Exercise instructions: Which lines of the entries below contain the string "rows"? Copy each one.

── Data for processing ──

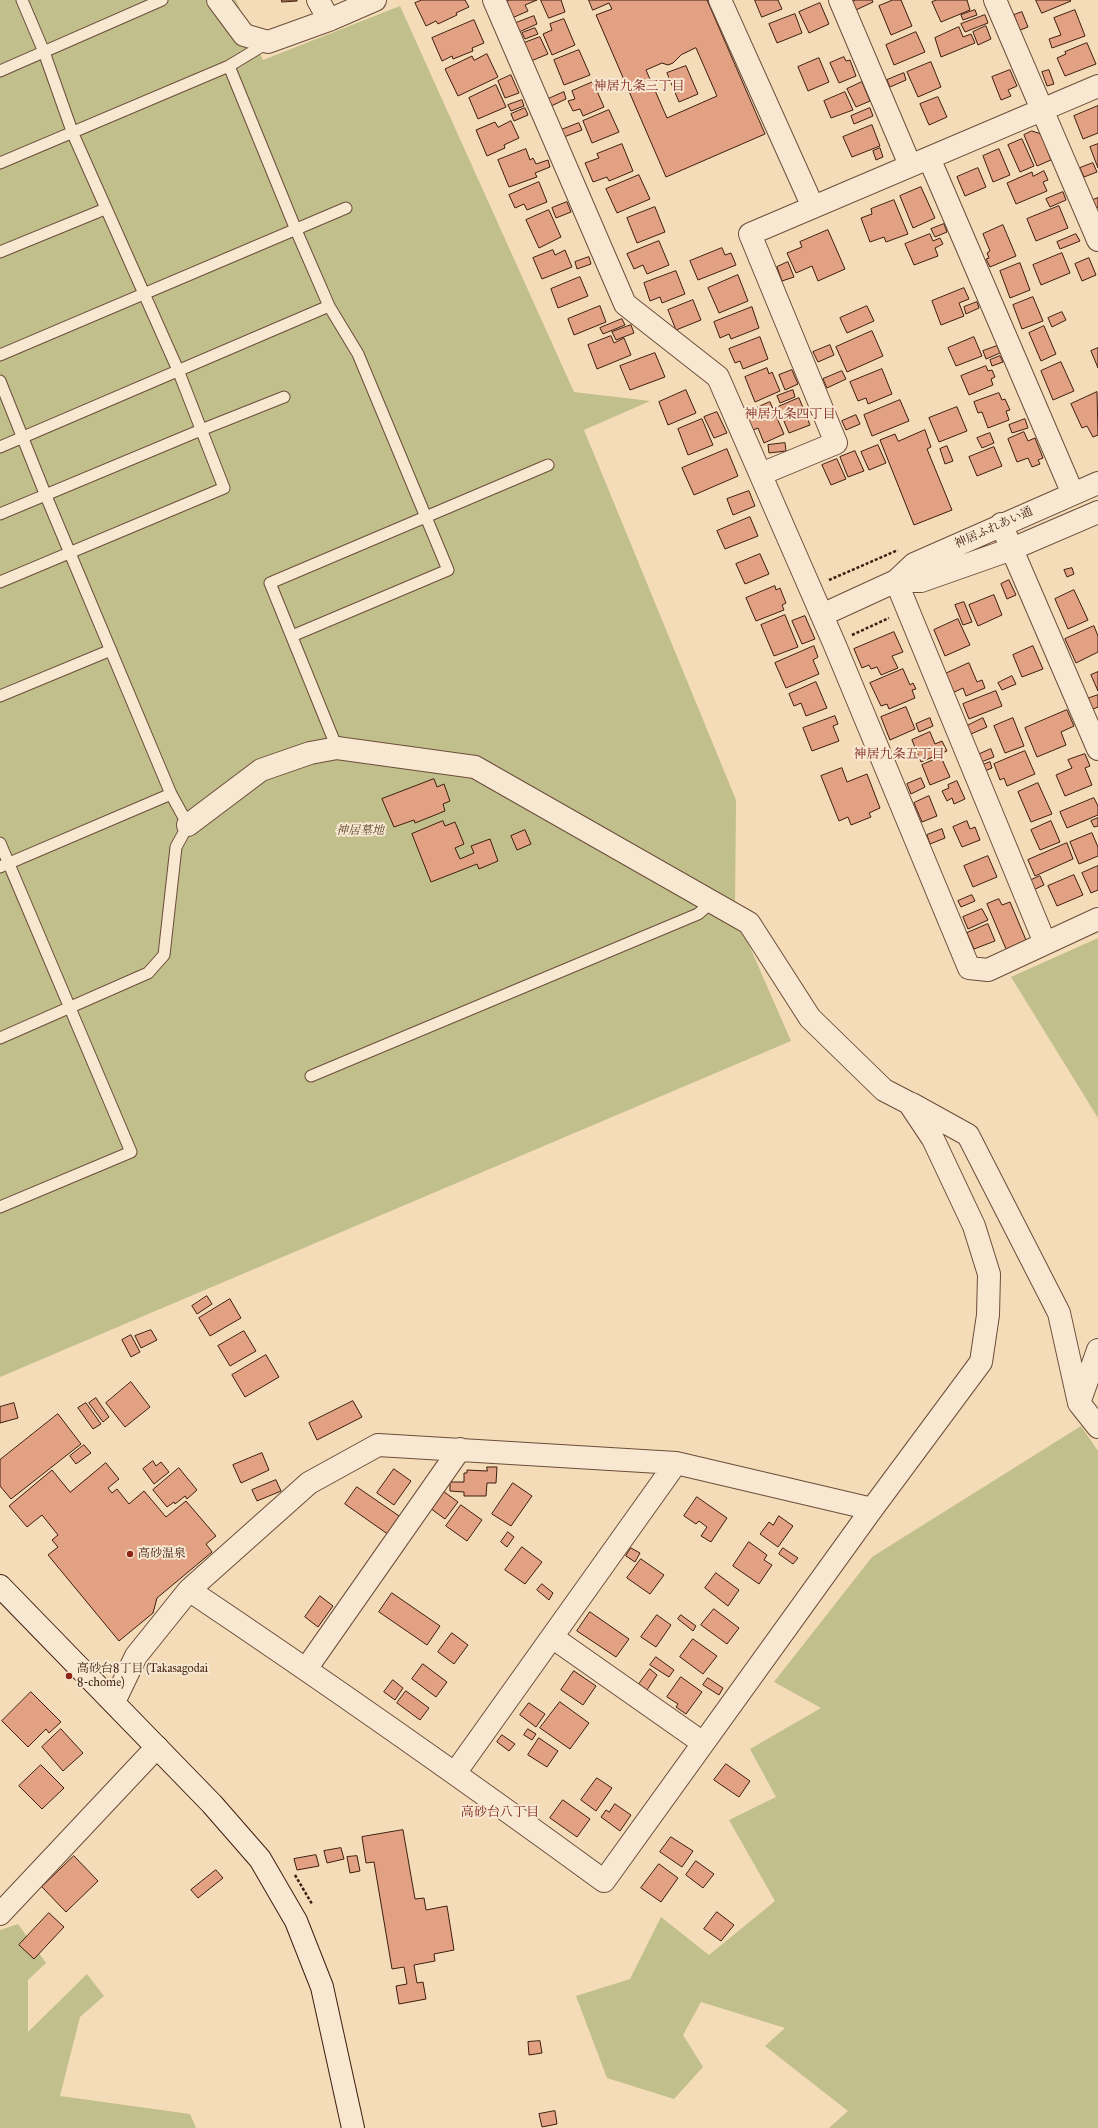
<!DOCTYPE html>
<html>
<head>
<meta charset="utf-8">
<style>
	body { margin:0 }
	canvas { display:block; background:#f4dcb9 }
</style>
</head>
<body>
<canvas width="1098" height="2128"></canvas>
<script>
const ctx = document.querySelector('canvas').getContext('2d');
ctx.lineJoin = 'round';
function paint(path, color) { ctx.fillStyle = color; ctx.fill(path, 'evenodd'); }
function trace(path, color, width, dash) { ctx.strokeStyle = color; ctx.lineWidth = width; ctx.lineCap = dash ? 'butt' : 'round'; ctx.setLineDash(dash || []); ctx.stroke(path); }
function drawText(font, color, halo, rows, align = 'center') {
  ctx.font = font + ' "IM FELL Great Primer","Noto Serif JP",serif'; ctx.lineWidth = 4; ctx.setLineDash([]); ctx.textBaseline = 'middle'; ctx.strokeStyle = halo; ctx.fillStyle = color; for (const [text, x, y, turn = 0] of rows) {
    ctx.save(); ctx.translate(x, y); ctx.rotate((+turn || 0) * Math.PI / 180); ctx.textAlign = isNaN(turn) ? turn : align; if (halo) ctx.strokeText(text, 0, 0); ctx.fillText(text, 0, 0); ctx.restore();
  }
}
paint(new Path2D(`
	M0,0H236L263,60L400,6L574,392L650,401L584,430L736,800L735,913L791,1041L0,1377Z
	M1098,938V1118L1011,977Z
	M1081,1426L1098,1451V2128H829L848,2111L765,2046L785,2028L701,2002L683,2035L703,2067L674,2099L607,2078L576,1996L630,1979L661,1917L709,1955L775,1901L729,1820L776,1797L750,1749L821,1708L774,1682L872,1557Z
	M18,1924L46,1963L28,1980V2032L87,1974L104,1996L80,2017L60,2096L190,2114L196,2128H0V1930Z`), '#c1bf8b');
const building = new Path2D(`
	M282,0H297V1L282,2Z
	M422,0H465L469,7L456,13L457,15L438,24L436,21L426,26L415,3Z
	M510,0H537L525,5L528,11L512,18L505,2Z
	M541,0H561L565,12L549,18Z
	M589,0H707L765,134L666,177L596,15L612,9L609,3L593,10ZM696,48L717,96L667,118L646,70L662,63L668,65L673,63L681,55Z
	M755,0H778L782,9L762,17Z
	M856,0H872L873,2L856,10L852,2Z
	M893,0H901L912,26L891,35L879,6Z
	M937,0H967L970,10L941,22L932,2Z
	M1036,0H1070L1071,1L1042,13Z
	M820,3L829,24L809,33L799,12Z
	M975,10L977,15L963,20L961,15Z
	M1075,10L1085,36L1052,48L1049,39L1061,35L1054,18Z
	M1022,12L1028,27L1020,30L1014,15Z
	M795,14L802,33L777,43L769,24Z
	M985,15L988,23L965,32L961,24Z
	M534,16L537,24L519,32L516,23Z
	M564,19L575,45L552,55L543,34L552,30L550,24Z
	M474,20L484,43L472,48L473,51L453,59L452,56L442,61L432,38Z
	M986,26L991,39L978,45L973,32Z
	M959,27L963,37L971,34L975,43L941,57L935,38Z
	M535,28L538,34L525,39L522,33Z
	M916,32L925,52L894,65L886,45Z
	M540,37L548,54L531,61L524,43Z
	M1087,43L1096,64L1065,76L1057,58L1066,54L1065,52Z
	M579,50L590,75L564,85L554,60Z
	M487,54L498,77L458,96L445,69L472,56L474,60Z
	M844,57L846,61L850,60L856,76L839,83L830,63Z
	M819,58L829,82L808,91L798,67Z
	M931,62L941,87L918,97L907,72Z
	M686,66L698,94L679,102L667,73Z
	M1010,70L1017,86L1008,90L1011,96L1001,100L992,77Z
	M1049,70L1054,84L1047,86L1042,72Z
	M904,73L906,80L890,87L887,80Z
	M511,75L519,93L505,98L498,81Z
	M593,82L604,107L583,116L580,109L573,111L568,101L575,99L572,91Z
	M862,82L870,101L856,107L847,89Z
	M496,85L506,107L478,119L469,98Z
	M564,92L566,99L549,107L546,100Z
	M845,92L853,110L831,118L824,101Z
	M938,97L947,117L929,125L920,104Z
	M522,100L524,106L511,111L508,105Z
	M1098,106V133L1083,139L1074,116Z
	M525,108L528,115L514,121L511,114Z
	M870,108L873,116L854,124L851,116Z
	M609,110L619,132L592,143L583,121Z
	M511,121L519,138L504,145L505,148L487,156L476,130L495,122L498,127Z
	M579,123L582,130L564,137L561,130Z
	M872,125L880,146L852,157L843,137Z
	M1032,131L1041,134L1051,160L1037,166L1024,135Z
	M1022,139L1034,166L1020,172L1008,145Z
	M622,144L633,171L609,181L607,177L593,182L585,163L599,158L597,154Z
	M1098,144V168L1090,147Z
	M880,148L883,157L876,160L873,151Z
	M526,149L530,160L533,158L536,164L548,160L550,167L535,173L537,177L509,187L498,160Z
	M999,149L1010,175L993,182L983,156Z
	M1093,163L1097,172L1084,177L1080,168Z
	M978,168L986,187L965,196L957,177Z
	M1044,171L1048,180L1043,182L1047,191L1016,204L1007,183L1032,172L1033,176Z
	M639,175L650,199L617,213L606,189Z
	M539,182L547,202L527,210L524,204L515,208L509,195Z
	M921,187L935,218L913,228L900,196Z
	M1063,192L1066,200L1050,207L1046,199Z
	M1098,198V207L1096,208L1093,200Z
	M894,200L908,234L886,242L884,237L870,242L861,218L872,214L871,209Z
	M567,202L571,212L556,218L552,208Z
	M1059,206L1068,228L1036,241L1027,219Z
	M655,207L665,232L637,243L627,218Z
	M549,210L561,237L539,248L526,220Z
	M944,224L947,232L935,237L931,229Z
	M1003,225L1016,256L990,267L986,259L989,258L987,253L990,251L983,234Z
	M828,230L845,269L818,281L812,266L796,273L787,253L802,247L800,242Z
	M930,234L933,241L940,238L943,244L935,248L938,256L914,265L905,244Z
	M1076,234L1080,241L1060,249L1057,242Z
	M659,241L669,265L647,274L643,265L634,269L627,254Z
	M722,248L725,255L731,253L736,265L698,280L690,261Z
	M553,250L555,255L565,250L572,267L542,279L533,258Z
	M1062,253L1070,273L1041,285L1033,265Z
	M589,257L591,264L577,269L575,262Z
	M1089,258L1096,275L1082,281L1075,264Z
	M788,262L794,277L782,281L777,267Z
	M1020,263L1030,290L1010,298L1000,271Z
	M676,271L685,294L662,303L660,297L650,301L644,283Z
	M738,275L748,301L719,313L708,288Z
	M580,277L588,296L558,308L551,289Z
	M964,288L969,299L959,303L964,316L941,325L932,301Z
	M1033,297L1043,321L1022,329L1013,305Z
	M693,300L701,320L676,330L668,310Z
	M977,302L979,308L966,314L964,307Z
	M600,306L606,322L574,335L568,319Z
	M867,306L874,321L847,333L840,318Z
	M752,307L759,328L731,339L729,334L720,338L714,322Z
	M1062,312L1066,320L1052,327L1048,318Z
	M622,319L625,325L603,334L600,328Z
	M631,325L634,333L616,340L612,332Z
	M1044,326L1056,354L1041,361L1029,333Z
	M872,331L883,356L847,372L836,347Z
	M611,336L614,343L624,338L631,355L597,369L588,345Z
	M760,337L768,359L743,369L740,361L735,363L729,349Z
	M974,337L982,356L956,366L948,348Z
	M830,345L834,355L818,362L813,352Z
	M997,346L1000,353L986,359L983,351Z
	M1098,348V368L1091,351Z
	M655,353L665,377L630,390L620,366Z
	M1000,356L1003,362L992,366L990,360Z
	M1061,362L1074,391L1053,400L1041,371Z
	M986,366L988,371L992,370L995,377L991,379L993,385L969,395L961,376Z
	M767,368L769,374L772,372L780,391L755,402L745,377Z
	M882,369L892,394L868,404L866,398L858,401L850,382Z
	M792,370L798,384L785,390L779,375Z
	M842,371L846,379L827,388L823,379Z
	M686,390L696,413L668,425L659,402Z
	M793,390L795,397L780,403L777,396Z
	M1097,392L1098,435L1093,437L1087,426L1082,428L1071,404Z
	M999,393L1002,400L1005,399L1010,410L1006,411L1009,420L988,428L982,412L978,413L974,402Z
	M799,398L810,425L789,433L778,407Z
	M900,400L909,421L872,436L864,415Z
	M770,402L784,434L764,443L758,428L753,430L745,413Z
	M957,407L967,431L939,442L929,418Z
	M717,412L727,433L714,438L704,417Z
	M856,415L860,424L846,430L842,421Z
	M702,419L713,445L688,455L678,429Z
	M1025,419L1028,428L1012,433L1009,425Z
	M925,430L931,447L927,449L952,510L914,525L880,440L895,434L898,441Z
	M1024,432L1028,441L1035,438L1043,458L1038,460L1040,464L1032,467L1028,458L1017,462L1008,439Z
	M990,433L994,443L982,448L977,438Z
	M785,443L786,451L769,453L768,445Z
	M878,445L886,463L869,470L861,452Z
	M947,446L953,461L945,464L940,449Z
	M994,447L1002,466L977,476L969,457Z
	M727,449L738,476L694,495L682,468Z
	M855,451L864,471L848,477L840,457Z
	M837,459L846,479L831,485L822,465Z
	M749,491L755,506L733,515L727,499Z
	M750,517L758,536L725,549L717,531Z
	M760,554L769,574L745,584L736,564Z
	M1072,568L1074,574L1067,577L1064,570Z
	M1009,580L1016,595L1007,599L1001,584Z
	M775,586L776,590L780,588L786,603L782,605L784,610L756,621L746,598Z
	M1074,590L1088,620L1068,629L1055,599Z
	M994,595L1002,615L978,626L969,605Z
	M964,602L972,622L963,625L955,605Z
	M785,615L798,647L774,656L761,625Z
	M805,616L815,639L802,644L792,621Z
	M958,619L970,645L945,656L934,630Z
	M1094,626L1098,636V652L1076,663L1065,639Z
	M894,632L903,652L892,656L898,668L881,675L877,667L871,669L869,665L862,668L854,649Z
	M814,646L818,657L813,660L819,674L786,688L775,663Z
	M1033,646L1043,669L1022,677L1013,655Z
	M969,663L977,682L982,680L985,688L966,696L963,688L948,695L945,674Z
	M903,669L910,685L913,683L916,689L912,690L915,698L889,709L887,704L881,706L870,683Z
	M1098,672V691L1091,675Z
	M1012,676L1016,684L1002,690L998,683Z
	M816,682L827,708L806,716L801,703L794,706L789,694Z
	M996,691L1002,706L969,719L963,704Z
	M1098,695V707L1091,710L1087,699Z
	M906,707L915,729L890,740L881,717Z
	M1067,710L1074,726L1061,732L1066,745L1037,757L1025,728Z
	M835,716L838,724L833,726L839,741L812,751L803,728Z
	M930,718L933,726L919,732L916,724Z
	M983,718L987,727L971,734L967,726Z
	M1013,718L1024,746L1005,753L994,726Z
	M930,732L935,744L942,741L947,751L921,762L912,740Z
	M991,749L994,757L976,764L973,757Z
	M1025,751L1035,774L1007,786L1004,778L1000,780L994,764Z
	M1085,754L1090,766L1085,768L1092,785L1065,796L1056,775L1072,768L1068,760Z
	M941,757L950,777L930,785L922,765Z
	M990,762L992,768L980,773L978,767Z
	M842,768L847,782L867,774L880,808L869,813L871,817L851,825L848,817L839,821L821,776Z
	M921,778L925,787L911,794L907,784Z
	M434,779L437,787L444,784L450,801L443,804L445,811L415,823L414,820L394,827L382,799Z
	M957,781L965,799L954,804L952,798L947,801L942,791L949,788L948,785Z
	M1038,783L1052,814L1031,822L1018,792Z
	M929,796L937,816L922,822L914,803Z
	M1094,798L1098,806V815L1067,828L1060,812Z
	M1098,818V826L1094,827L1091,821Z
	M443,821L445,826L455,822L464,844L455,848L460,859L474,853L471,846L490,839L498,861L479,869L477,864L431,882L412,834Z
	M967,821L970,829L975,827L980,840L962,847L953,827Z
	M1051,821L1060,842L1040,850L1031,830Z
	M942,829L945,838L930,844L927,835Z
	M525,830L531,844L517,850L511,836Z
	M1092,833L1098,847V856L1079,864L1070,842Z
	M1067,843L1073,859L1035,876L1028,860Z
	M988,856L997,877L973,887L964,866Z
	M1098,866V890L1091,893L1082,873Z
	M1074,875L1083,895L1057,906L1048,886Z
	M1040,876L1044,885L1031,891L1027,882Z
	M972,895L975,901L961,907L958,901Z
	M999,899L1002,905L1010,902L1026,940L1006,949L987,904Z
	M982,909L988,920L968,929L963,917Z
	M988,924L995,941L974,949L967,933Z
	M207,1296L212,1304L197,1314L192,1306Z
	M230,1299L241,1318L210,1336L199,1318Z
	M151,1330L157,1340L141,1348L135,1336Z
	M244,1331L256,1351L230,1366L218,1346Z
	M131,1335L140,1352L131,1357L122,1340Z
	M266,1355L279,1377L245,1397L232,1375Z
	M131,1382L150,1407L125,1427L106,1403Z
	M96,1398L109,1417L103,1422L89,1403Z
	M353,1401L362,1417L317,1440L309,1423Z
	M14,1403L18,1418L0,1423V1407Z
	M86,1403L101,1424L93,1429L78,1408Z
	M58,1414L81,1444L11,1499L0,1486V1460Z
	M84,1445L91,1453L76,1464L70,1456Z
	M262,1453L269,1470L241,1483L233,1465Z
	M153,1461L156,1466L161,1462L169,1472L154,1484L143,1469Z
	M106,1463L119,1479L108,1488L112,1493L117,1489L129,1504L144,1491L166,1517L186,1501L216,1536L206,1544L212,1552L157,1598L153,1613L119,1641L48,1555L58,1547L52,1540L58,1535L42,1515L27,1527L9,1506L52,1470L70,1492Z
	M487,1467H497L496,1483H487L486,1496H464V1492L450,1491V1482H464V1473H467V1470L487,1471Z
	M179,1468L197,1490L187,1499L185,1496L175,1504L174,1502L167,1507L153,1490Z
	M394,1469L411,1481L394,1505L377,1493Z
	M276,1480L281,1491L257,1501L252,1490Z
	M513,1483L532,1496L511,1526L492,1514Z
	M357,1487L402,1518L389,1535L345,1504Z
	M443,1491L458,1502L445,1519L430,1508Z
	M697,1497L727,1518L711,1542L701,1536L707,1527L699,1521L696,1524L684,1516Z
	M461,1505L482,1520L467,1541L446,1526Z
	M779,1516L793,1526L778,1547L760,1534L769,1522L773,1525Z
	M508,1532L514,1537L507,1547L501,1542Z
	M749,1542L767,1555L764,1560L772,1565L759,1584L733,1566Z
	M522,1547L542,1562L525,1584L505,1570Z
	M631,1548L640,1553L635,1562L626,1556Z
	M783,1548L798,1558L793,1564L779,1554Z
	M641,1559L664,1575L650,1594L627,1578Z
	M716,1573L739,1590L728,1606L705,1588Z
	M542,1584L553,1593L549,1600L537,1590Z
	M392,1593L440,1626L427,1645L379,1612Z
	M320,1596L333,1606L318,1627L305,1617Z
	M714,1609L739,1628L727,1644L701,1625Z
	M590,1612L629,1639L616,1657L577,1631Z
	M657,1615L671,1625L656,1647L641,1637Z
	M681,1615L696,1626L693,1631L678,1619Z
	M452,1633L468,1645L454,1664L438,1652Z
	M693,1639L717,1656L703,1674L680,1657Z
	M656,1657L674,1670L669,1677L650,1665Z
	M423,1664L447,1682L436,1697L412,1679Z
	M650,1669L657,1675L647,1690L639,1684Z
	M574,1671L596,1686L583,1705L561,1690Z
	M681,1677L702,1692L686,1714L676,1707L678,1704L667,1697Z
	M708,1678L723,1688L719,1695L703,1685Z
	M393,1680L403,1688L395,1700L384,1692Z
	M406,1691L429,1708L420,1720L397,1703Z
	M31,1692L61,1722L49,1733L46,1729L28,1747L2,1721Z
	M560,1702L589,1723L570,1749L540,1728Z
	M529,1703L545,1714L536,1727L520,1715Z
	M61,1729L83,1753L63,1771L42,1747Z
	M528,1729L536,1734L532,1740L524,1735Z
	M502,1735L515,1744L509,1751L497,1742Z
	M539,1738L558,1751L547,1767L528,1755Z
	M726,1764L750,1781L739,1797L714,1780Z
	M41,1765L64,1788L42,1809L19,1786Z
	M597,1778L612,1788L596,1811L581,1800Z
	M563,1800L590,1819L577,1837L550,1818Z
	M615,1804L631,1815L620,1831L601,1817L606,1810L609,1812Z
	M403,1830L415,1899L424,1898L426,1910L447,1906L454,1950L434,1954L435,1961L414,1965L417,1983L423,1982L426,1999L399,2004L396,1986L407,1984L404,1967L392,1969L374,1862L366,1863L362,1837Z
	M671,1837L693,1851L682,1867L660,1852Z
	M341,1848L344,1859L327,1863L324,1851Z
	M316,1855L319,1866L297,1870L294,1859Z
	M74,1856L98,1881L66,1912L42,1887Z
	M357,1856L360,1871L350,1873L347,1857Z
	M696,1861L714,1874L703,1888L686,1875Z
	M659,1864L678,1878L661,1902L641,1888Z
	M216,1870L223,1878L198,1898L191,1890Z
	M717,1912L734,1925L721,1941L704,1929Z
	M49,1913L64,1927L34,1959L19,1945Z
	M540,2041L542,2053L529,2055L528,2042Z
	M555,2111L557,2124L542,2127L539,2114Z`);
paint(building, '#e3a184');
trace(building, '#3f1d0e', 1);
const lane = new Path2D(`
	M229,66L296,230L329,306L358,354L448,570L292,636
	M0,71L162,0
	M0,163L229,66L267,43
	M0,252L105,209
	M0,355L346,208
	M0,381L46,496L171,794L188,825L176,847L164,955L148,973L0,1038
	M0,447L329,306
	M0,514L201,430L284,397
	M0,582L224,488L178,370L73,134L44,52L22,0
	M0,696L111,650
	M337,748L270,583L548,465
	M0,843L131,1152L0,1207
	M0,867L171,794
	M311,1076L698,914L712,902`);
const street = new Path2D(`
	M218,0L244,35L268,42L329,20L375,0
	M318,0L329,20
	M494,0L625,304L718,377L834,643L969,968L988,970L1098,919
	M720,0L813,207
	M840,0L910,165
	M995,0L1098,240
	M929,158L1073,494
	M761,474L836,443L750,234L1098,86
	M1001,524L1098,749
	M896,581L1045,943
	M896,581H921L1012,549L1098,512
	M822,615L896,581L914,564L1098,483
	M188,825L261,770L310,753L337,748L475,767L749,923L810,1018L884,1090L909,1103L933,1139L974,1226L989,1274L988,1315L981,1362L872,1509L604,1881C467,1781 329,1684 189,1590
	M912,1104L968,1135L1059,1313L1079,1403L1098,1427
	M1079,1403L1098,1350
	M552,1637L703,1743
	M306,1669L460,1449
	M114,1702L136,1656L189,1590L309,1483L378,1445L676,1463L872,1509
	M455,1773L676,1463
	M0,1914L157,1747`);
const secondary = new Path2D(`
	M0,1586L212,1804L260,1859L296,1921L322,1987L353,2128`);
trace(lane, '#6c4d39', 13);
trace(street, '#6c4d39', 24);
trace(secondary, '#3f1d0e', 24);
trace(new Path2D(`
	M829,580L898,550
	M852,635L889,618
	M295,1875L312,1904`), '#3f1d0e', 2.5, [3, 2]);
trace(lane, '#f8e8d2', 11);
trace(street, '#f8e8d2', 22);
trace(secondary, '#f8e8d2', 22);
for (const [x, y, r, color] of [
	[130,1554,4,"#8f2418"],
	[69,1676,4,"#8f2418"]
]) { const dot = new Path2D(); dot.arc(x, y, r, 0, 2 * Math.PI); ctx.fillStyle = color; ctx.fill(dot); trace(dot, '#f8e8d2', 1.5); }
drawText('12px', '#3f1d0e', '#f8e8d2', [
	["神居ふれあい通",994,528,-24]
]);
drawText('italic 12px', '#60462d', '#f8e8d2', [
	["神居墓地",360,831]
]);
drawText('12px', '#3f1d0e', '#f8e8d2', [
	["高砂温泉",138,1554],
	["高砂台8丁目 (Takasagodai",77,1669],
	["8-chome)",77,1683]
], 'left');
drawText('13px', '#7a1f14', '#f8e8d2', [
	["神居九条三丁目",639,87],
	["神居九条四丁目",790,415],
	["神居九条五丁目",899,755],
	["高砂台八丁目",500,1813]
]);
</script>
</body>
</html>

───

Your solution:
function drawText(font, color, halo, rows, align = 'center') {
  ctx.font = font + ' "IM FELL Great Primer","Noto Serif JP",serif'; ctx.lineWidth = 4; ctx.setLineDash([]); ctx.textBaseline = 'middle'; ctx.strokeStyle = halo; ctx.fillStyle = color; for (const [text, x, y, turn = 0] of rows) {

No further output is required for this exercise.